(Dataset entries)
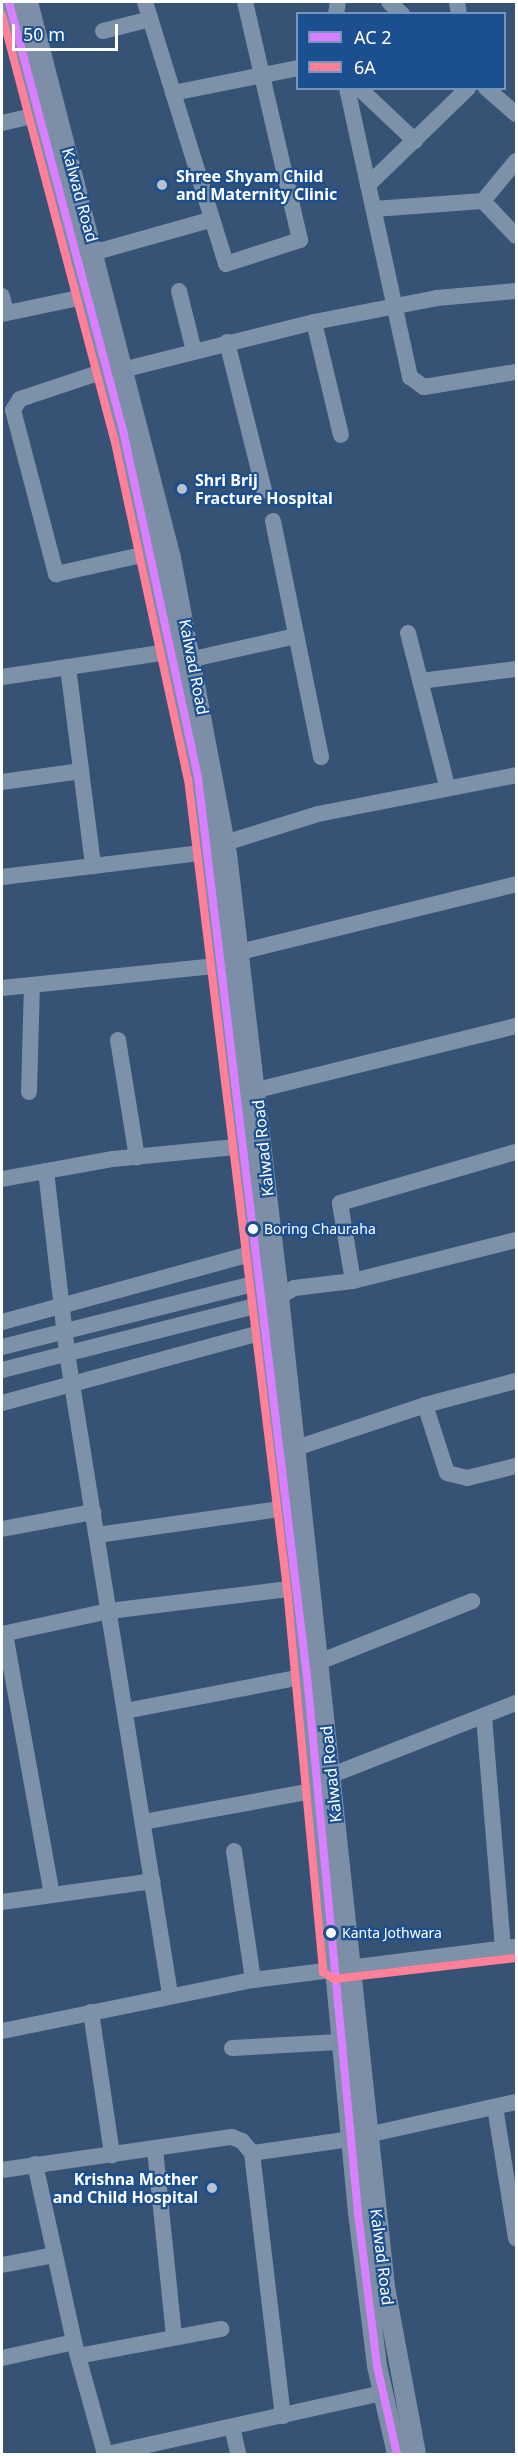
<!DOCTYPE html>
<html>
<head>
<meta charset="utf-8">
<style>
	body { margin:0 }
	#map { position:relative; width:518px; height:2456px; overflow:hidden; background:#365274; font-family:"Noto Sans",sans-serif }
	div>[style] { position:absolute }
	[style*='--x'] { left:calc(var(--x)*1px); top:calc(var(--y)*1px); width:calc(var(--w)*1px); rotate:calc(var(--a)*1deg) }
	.minor>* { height:16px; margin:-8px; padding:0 8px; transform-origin:8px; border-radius:8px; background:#7d92a8 }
	.major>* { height:20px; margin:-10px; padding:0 10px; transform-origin:10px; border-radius:10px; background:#7d8ea7 }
	.bus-1>* { height:8px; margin:-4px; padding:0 4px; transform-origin:4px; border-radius:4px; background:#d880ff }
	.bus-2>* { height:8px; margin:-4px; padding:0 4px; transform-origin:4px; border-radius:4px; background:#ff8098 }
	.dots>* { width:16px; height:16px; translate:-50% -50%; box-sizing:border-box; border:3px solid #1b4f8f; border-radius:50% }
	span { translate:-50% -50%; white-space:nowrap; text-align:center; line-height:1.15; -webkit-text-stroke:4.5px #1b4f8f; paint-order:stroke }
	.bus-label { font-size:14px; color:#fff }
	.left { translate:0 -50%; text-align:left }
	.poi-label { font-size:16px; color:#fff; font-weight:700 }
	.right { translate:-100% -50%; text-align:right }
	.street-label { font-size:16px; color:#fff }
	.frame { position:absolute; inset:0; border:3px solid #fff; pointer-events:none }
	.legend { position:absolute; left:296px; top:12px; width:210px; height:78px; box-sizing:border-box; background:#1b4f8f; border:2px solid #7695bc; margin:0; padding:8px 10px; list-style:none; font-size:18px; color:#fff }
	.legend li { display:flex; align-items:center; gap:12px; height:30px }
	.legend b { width:30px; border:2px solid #7695bc }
	.scale { position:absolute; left:12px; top:24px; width:106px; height:27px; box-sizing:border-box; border:3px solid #fff; border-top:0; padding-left:8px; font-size:18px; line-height:21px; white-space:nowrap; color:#fff; -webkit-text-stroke:4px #1b4f8f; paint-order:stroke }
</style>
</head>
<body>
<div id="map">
	<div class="minor">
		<div style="--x:145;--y:2;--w:274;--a:72.8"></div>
		<div style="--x:226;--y:264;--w:78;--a:-18"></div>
		<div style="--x:300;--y:240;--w:244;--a:-103"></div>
		<div style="--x:389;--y:2;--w:18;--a:43"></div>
		<div style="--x:457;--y:2;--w:12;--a:81"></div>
		<div style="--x:336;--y:14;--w:12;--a:-81"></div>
		<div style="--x:103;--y:31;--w:49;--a:-14.3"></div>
		<div style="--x:347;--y:88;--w:296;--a:77.7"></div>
		<div style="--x:410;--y:377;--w:17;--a:36"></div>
		<div style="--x:424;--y:387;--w:93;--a:-9.3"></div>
		<div style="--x:359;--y:88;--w:77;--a:43.4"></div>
		<div style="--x:486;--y:88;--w:40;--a:41"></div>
		<div style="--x:173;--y:93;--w:127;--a:-11.3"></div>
		<div style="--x:2;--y:123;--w:40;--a:-13"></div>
		<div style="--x:368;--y:185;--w:139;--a:-44.1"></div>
		<div style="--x:483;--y:201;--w:52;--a:-50.5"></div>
		<div style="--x:374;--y:209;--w:109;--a:-4.2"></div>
		<div style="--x:483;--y:201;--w:48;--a:46.7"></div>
		<div style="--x:96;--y:252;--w:118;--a:-15.7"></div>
		<div style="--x:179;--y:291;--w:62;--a:76"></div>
		<div style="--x:2;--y:296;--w:17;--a:77"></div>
		<div style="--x:2;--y:314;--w:88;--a:-11.8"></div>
		<div style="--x:314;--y:322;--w:116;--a:76.6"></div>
		<div style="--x:227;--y:342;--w:153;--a:76"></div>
		<div style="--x:126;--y:369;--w:194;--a:-14"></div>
		<div style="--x:314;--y:322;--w:125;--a:-11"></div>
		<div style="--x:437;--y:298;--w:79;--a:-5.1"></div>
		<div style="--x:107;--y:370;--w:92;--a:161.6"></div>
		<div style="--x:20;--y:399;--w:13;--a:122"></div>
		<div style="--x:13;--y:410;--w:170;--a:75.3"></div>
		<div style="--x:56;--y:574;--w:97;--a:-12.5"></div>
		<div style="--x:273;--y:521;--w:241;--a:78.5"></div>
		<div style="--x:408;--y:633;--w:158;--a:75.7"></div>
		<div style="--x:193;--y:659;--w:106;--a:-12.6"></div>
		<div style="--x:68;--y:667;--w:201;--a:82.8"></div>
		<div style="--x:2;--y:677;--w:174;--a:-8.6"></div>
		<div style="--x:420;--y:681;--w:97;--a:-7.1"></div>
		<div style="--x:2;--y:782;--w:80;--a:-7.9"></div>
		<div style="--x:225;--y:843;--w:97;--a:-17.3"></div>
		<div style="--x:318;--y:814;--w:202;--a:-11.1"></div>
		<div style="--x:2;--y:877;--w:209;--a:-6.9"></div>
		<div style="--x:240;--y:952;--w:284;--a:-13.8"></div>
		<div style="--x:2;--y:988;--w:232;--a:-5.9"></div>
		<div style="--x:118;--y:1040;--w:119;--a:80.8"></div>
		<div style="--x:257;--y:1090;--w:267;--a:-13.9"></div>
		<div style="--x:29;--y:1092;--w:107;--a:-88.4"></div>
		<div style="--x:46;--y:1171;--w:183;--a:83.4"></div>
		<div style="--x:67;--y:1353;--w:649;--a:80.87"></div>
		<div style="--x:2;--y:1179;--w:113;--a:-10.2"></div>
		<div style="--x:113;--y:1159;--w:133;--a:-5.6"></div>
		<div style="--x:353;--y:1281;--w:79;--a:-99.5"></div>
		<div style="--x:340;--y:1203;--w:183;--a:-16.2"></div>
		<div style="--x:2;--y:1322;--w:265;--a:-15.3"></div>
		<div style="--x:2;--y:1347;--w:275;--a:-14.1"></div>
		<div style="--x:2;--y:1370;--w:276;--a:-14.2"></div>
		<div style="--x:270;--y:1302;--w:28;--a:-30"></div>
		<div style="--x:294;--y:1288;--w:59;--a:-6.8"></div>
		<div style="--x:353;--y:1281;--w:168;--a:-14.1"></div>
		<div style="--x:2;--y:1403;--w:275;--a:-15.2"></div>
		<div style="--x:425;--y:1405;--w:71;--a:72.1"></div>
		<div style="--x:447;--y:1473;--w:21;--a:14"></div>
		<div style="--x:467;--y:1478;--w:50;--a:-13.8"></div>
		<div style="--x:296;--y:1448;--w:136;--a:-18.4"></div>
		<div style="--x:425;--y:1405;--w:94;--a:-14.8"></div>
		<div style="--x:2;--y:1529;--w:93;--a:-10.6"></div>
		<div style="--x:97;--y:1535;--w:191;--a:-8.1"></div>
		<div style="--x:2;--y:1634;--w:109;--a:-12.1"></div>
		<div style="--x:109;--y:1611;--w:189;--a:-7"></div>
		<div style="--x:5;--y:1634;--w:265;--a:79.8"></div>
		<div style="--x:319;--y:1662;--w:165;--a:-21.7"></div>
		<div style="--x:125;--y:1711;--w:185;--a:-10.9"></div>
		<div style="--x:484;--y:1717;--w:232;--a:85.3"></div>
		<div style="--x:332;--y:1775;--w:198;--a:-21.4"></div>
		<div style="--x:143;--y:1822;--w:178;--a:-10.4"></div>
		<div style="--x:234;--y:1851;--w:130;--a:81.6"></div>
		<div style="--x:2;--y:1902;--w:152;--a:-7.9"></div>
		<div style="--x:91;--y:2012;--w:145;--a:81.6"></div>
		<div style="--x:2;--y:2031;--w:256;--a:-11.5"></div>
		<div style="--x:253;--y:1980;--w:265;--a:-7.2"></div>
		<div style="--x:232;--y:2048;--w:107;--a:-3.2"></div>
		<div style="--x:495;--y:2107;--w:133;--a:80.9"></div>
		<div style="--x:367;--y:2135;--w:153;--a:-12.5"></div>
		<div style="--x:155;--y:2149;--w:189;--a:84.2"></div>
		<div style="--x:252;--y:2153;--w:99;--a:-8.1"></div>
		<div style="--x:35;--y:2164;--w:182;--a:77.6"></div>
		<div style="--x:74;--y:2342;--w:116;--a:74.5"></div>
		<div style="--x:2;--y:2170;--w:232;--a:-8.2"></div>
		<div style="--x:232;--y:2137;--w:11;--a:22"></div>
		<div style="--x:242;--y:2141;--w:16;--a:50"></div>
		<div style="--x:252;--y:2153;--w:265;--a:83.3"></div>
		<div style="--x:2;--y:2265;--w:54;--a:-10.7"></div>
		<div style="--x:78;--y:2356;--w:146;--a:-10.7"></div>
		<div style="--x:2;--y:2358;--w:74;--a:-12.5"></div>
		<div style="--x:232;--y:2427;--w:28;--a:77"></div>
		<div style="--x:107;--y:2454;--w:283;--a:-12.5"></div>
	</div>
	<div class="major">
		<div style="--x:9;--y:2;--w:448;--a:75.1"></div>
		<div style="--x:124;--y:435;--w:222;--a:77"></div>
		<div style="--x:174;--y:651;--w:128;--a:79.2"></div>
		<div style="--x:198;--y:777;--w:906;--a:83.09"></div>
		<div style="--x:307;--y:1676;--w:539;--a:84.57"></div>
		<div style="--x:358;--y:2213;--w:154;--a:82.9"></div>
		<div style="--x:377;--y:2366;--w:90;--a:77.2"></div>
		<div style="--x:28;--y:2;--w:574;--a:75.58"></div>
		<div style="--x:171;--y:558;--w:301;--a:79.3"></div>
		<div style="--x:227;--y:854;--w:427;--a:83.3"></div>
		<div style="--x:277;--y:1278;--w:1015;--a:83.89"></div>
		<div style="--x:385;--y:2287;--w:170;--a:79.5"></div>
	</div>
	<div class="bus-1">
		<div style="--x:9;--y:2;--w:448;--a:75.1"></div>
		<div style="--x:124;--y:435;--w:350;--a:77.8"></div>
		<div style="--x:198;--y:777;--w:906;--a:83.09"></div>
		<div style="--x:307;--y:1676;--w:539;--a:84.57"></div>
		<div style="--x:358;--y:2213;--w:154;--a:82.9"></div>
		<div style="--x:377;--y:2366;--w:90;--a:77.2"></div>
	</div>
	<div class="bus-2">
		<div style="--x:2;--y:15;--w:438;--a:75.2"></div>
		<div style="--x:114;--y:438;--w:349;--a:77.8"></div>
		<div style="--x:188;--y:779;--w:816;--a:83.03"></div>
		<div style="--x:287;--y:1589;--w:385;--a:84.6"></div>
		<div style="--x:323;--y:1972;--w:13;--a:32"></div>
		<div style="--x:334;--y:1979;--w:183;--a:-6.6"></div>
	</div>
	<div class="dots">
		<div style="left:162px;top:185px;background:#b9c2ce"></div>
		<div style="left:182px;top:489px;background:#b9c2ce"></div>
		<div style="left:253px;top:1229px;background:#fff"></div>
		<div style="left:331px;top:1933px;background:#fff"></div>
		<div style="left:212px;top:2188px;background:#b9c2ce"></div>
	</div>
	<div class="bus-label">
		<span class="left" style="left:264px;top:1229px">Boring Chauraha</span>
		<span class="left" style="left:342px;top:1933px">Kanta Jothwara</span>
	</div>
	<div class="poi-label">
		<span class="left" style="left:176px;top:185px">Shree Shyam Child<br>and Maternity Clinic</span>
		<span class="left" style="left:195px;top:489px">Shri Brij<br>Fracture Hospital</span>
		<span class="right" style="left:198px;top:2188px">Krishna Mother<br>and Child Hospital</span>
	</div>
	<div class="street-label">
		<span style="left:80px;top:195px;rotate:75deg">Kalwad Road</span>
		<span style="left:194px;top:667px;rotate:79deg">Kalwad Road</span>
		<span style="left:263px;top:1148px;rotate:-96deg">Kalwad Road</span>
		<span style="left:331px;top:1774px;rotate:-96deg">Kalwad Road</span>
		<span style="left:382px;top:2257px;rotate:83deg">Kalwad Road</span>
	</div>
	<div class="frame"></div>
	<ul class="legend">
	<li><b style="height:8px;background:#d880ff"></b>AC 2</li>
	<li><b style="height:8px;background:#ff8098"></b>6A</li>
	</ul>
	<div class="scale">50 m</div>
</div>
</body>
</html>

- _The problem_: Among the records above, how many lines contain the word "center"? Answer with the number by itself.

- _Answer to this exercise_: 2